■ **TRY IT**: Exactly as written, return all the data, leaving its pictures behind.

+-------+

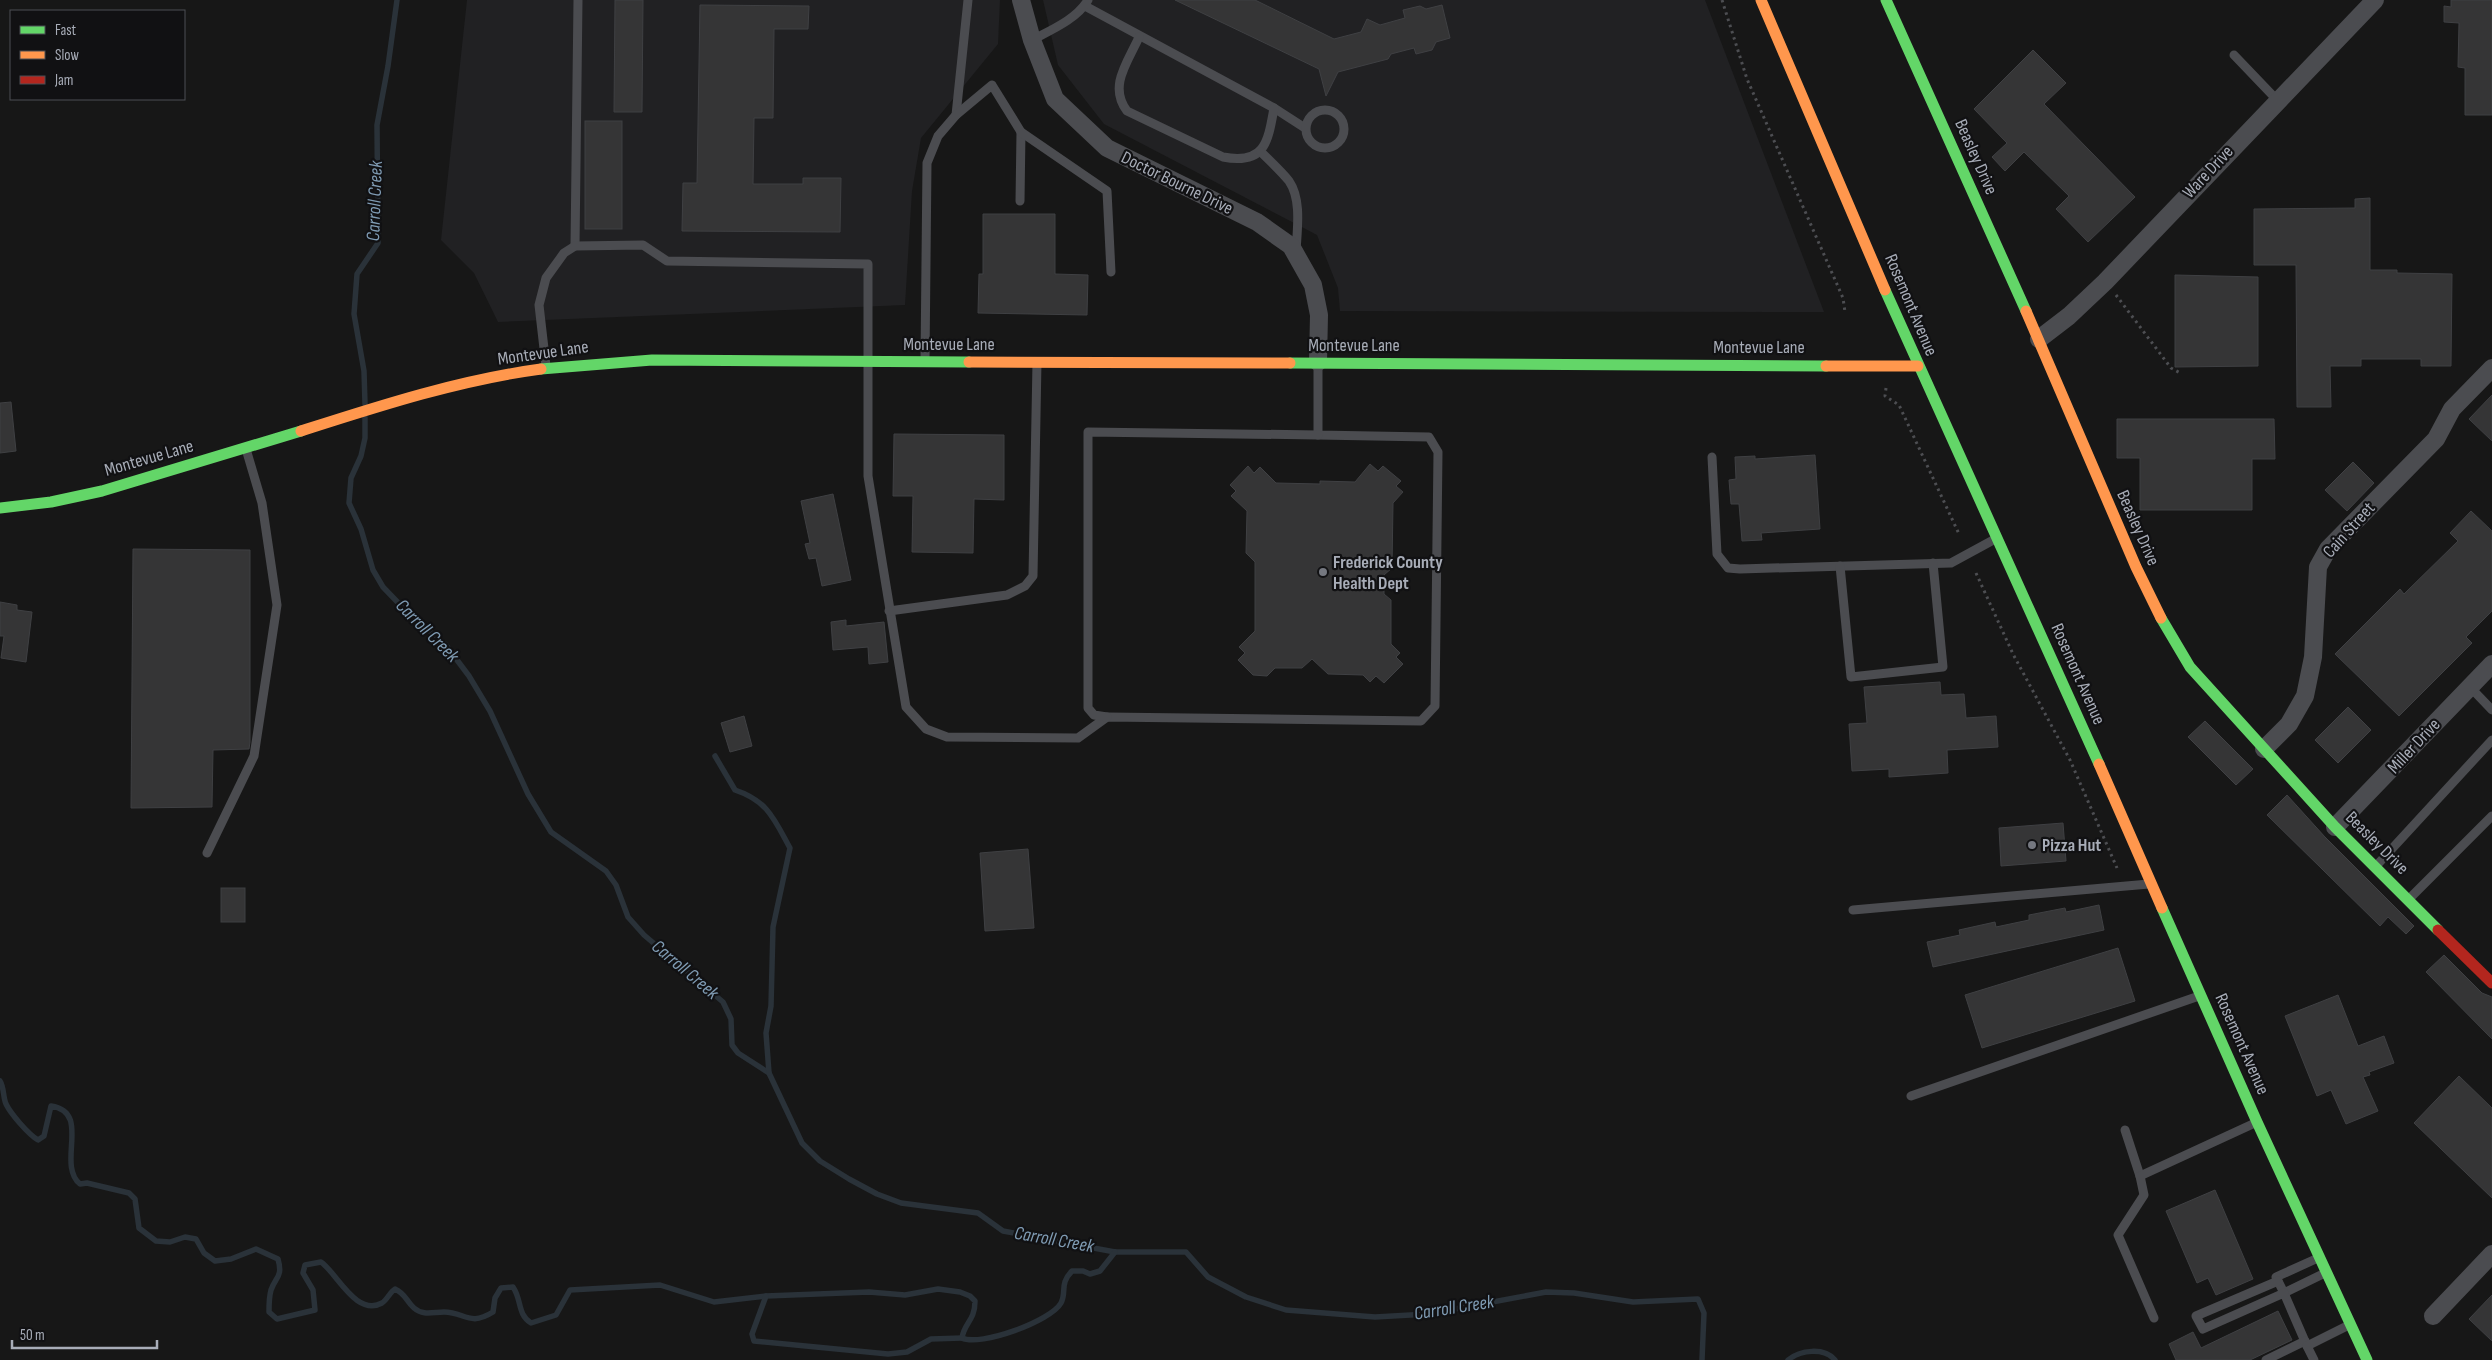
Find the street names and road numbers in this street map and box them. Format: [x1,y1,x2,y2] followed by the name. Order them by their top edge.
[1950,116,2002,198] street label: Beasley Drive
[2178,141,2238,203] street label: Ware Drive
[1118,147,1236,219] street label: Doctor Bourne Drive
[1880,251,1942,359] street label: Rosemont Avenue
[903,334,995,355] street label: Montevue Lane
[1308,335,1400,356] street label: Montevue Lane
[496,336,590,370] street label: Montevue Lane
[1713,337,1805,358] street label: Montevue Lane
[102,435,196,481] street label: Montevue Lane
[2112,487,2164,569] street label: Beasley Drive
[2319,498,2380,562] street label: Cain Street
[2046,620,2110,728] street label: Rosemont Avenue
[2383,714,2445,778] street label: Miller Drive
[2341,807,2413,879] street label: Beasley Drive
[2210,990,2274,1098] street label: Rosemont Avenue

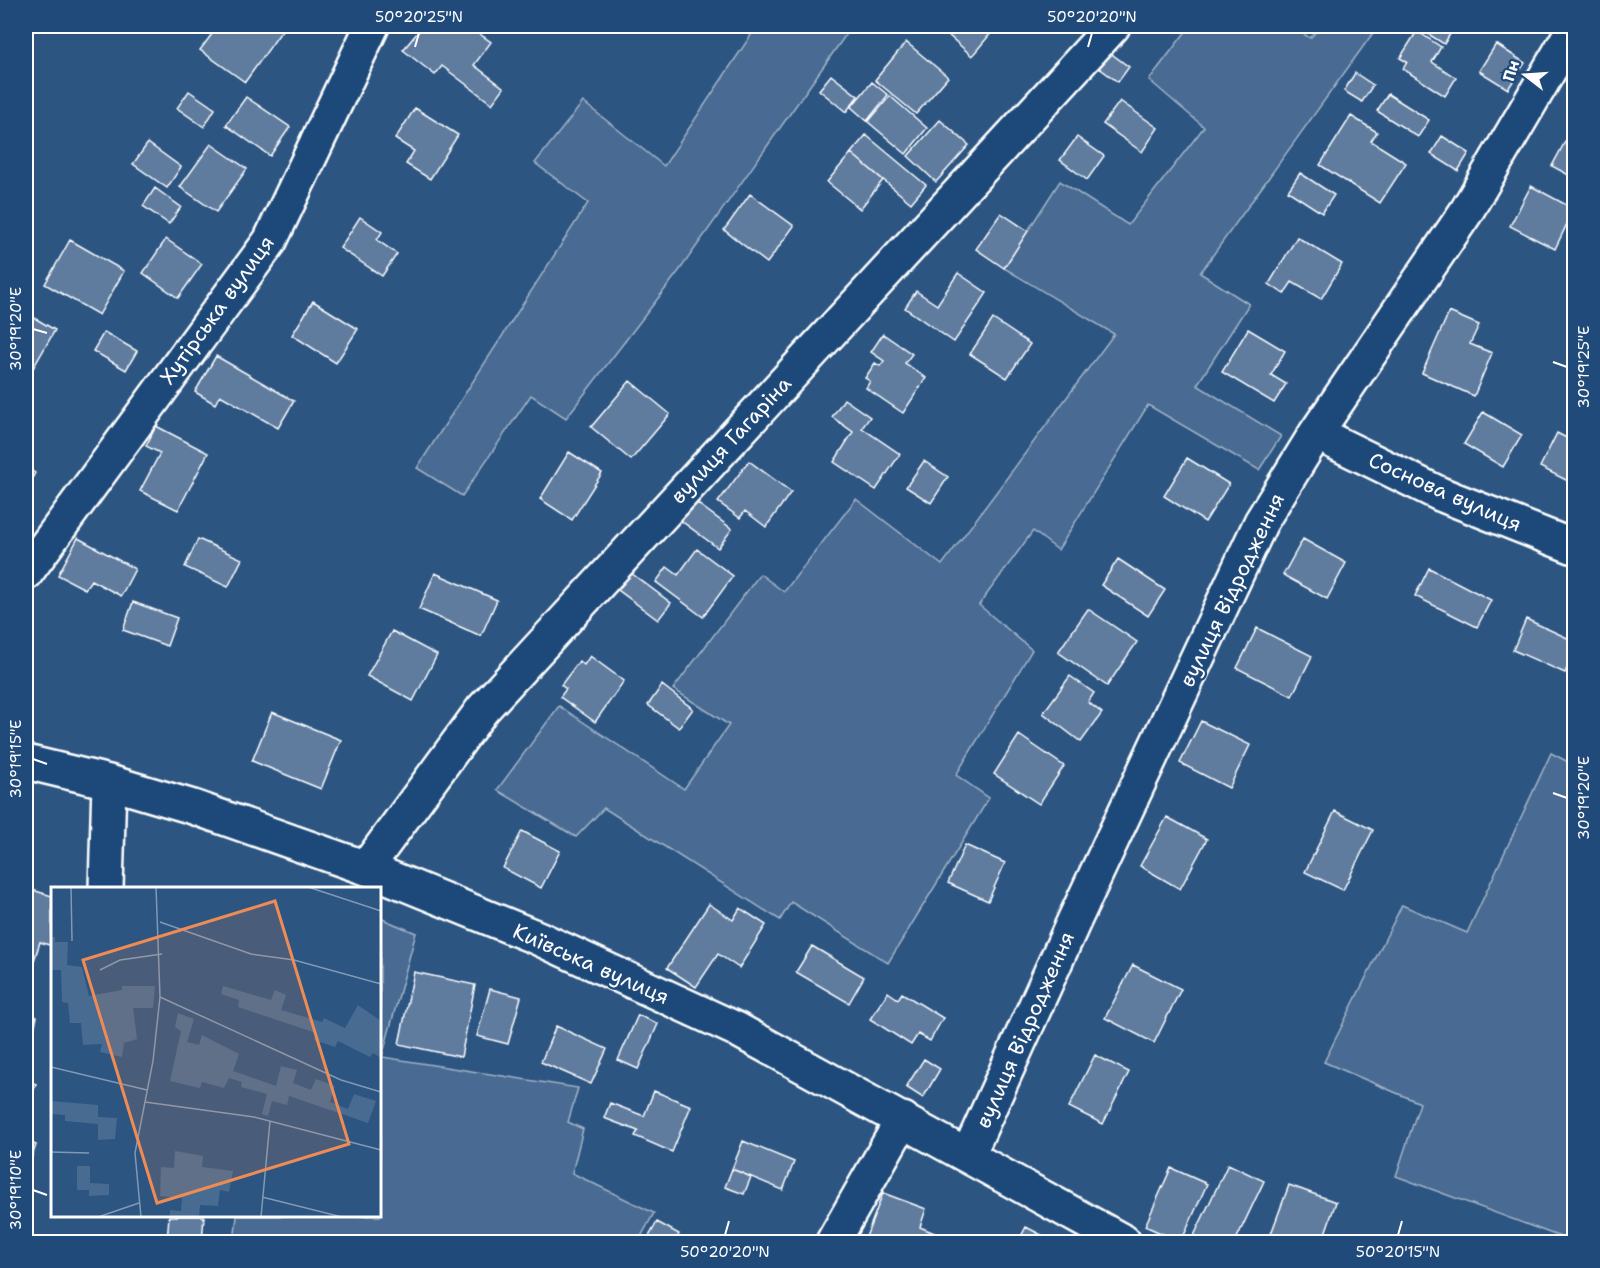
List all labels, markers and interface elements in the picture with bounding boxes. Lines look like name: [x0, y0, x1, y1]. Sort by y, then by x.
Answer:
text: 50°20'25"N: [375, 7, 463, 27]
text: 50°20'20"N: [1047, 7, 1137, 27]
north arrow: [1495, 45, 1555, 105]
text: Пн: [1498, 58, 1524, 84]
street label: Хутірська вулиця: [153, 230, 281, 390]
text: 30°19'20"E: [6, 287, 26, 371]
text: 30°19'25"E: [1574, 326, 1594, 408]
street label: вулиця Гагаріна: [665, 370, 797, 510]
street label: Соснова вулиця: [1364, 446, 1526, 538]
street label: вулиця Відродження: [1173, 488, 1291, 692]
text: 30°19'15"E: [6, 720, 26, 798]
text: 30°19'20"E: [1574, 756, 1594, 840]
inset map: [51, 887, 381, 1217]
street label: Київська вулиця: [508, 917, 674, 1011]
street label: вулиця Відродження: [969, 927, 1081, 1133]
text: 30°19'10"E: [6, 1150, 26, 1230]
text: 50°20'20"N: [680, 1242, 770, 1262]
text: 50°20'15"N: [1356, 1242, 1440, 1262]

+-------+

■ **SOLVED EXERCISE**:
Find the street names and road numbers in this street map and box them. Format: [x1,y1,x2,y2] followed by the name. Order them by their top edge.
[1950,116,2002,198] street label: Beasley Drive
[2178,141,2238,203] street label: Ware Drive
[1118,147,1236,219] street label: Doctor Bourne Drive
[1880,251,1942,359] street label: Rosemont Avenue
[903,334,995,355] street label: Montevue Lane
[1308,335,1400,356] street label: Montevue Lane
[496,336,590,370] street label: Montevue Lane
[1713,337,1805,358] street label: Montevue Lane
[102,435,196,481] street label: Montevue Lane
[2112,487,2164,569] street label: Beasley Drive
[2319,498,2380,562] street label: Cain Street
[2046,620,2110,728] street label: Rosemont Avenue
[2383,714,2445,778] street label: Miller Drive
[2341,807,2413,879] street label: Beasley Drive
[2210,990,2274,1098] street label: Rosemont Avenue

List all labels, markers and interface elements in the picture with bounding boxes. Lines look like name: [x0, y0, x1, y1]. Sort by y, then by x.
Answer:
text: 50°20'25"N: [375, 7, 463, 27]
text: 50°20'20"N: [1047, 7, 1137, 27]
north arrow: [1495, 45, 1555, 105]
text: Пн: [1498, 58, 1524, 84]
street label: Хутірська вулиця: [153, 230, 281, 390]
text: 30°19'20"E: [6, 287, 26, 371]
text: 30°19'25"E: [1574, 326, 1594, 408]
street label: вулиця Гагаріна: [665, 370, 797, 510]
street label: Соснова вулиця: [1364, 446, 1526, 538]
street label: вулиця Відродження: [1173, 488, 1291, 692]
text: 30°19'15"E: [6, 720, 26, 798]
text: 30°19'20"E: [1574, 756, 1594, 840]
inset map: [51, 887, 381, 1217]
street label: Київська вулиця: [508, 917, 674, 1011]
street label: вулиця Відродження: [969, 927, 1081, 1133]
text: 30°19'10"E: [6, 1150, 26, 1230]
text: 50°20'20"N: [680, 1242, 770, 1262]
text: 50°20'15"N: [1356, 1242, 1440, 1262]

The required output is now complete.